The ALJ then found that Selkirk’s violation was willful. It rejected Selkirk’s argument that it made a good faith effort to comply with the regulation after Book-man’s 1999 accident. The ALJ concluded that even if Selkirk’s arguments were credited, it failed to show that it made a good faith effort to comply, because it was on notice of the violation as early as 1991 when the OBWC notified Selkirk that it needed to guard the Lown roller when it was operated in reverse. Further, the ALJ noted that the possibility of injury became a reality in 1994 when Redfern’s hand was crushed. While the ALJ acknowledged that Selkirk took some steps to address employee exposure to the condition after Bookman’s 1999 injury, it found that these efforts did not demonstrate an attempt to comply with 29 C.F.R. § 1910.212(a)(3)(h) because that regulation concerns guarding of machinery rather than training or signage. The ALJ stated:

The crucial factor is that the Lown roller operators continued to use the machine in its violative condition with the full knowledge of Selkirk’s management personnel. Selkirk’s intended retraining, its new signs, and its “brainstorming” did nothing to actually protect employees from the in-running rolls between the time of Bookman’s accident and January 31, 2000, when the machine was finally guarded.

Accordingly, the ALJ concluded that the violation was willful.

III.

This Court sets aside agency action that is “arbitrary, capricious, an abuse of discretion, or otherwise not in accordance with law.” Administrative Procedure Act, 5 U.S.C. § 706(2)(A); Reich v. Gen. Motors Corp., 89 F.3d 313, 315 (6th Cir.1996). Factual findings by the OSHRC are affirmed if “substantial evidence in the record taken as a whole” support them. Nat’l Eng’g & Contracting Co. v. OSHA, 928 *45F.2d 762, 767 (6th Cir.1991). Legal conclusions are affirmed unless they are “arbitrary, capricious, an abuse of discretion, or otherwise not in accordance with law.” Id. (citing Administrative Procedure Act, 5 U.S.C. § 706(2)(A)).

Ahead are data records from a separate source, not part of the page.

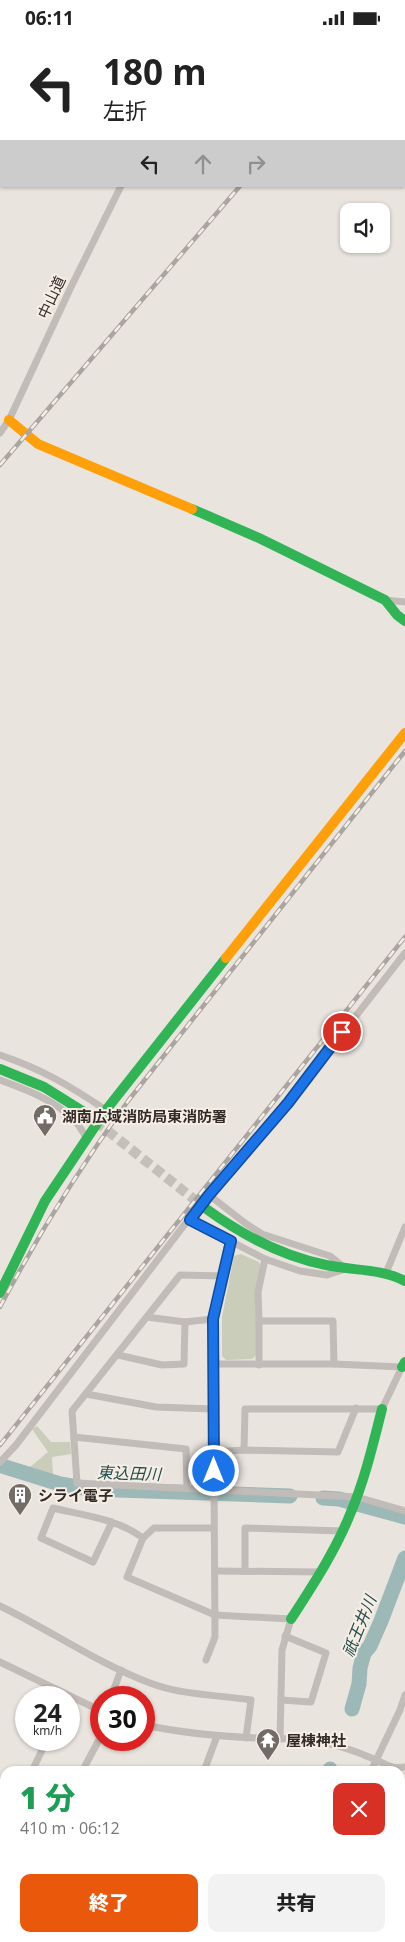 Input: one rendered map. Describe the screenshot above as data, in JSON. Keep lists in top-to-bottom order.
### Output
{
  "streets": {
    "street": ["中山道"]
  },
  "water": ["東込田川", "祇王井川"],
  "places": {
    "public building": ["湖南広域消防局東消防署"],
    "building": ["シライ電子"],
    "temple": ["屋棟神社"]
  },
  "page": {
    "status": "06:11",
    "turn": ["180 m", "左折"],
    "speed": "24 km/h",
    "limit": "30",
    "heading": ["1 分", "410 m · 06:12"],
    "buttons": ["終了", "共有"]
  }
}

As a result, this Court gives substantial deference to an agency’s construction of its own regulations. Martin v. Am. Cyanamid Co., 5 F.3d 140, 144 (6th Cir.1993). In situations where the meaning of the regulation is not free from doubt, we will give effect to the agency’s interpretation so long as it is reasonable. Martin v. OCSHRC, 499 U.S. 144, 148-52, 111 S.Ct. 1171, 1175-76, 113 L.Ed.2d 117 (1991).

Selkirk does not contest that it violated 29 C.F.R. § 1910.212(a)(3)(ii), rather it contests the ALJ’s finding that its violation was willful. We find that substantial evidence supports the OSHRC’s conclusion that Selkirk willfully violated the regulation by failing to guard its Lown roller for reverse operation.

A willful violation is one involving voluntary action, done either with “an intentional disregard of or plain indifference to,” employee safety and the requirements of the statute. DCS Sanitation Mgmt., Inc. v. OSCHRC, 82 F.3d 812, 816 (8th Cir.1996). A willful violation occurs when an employer makes “a conscious, intentional, deliberate, [or] voluntary decision,” to expose its employees to a known hazard. Donovan v. Capital City Excavating Co., 712 F.2d 1008, 1010 (6th Cir.1983). It does not matter that the employer lacked malicious intent or “venial motive.” Id.

The record evidences that Selkirk continued to expose its employees to potential injury for nearly ten years after the dangerous condition was brought to its attention by the OBWC in 1991. It is also apparent from the record that Selkirk did not sufficiently guard the Lown roller for reverse operation following Redfern’s 1994 accident or Bookman’s 1999 accident. Each of these incidents underscore Selkirk’s long-standing knowledge that its Lown roller was not in compliance with 29 C.F.R. § 1910.212(a)(3)(h), as well as its failure to correct the problem. The ALJ also correctly distinguished each of the cases that Selkirk cited for the proposition that the violation was not willful because Selkirk was allegedly making good faith efforts to rectify the condition. We thus hold that the ALJ’s factual findings are supported by substantial evidence in the record, and its legal conclusions are not arbitrary or capricious.

IY.

Accordingly, the OSHRC’s affirmance of Citation 1, Item 1 arising from OSHA Inspection No. 300536372 as a willful violation is AFFIRMED.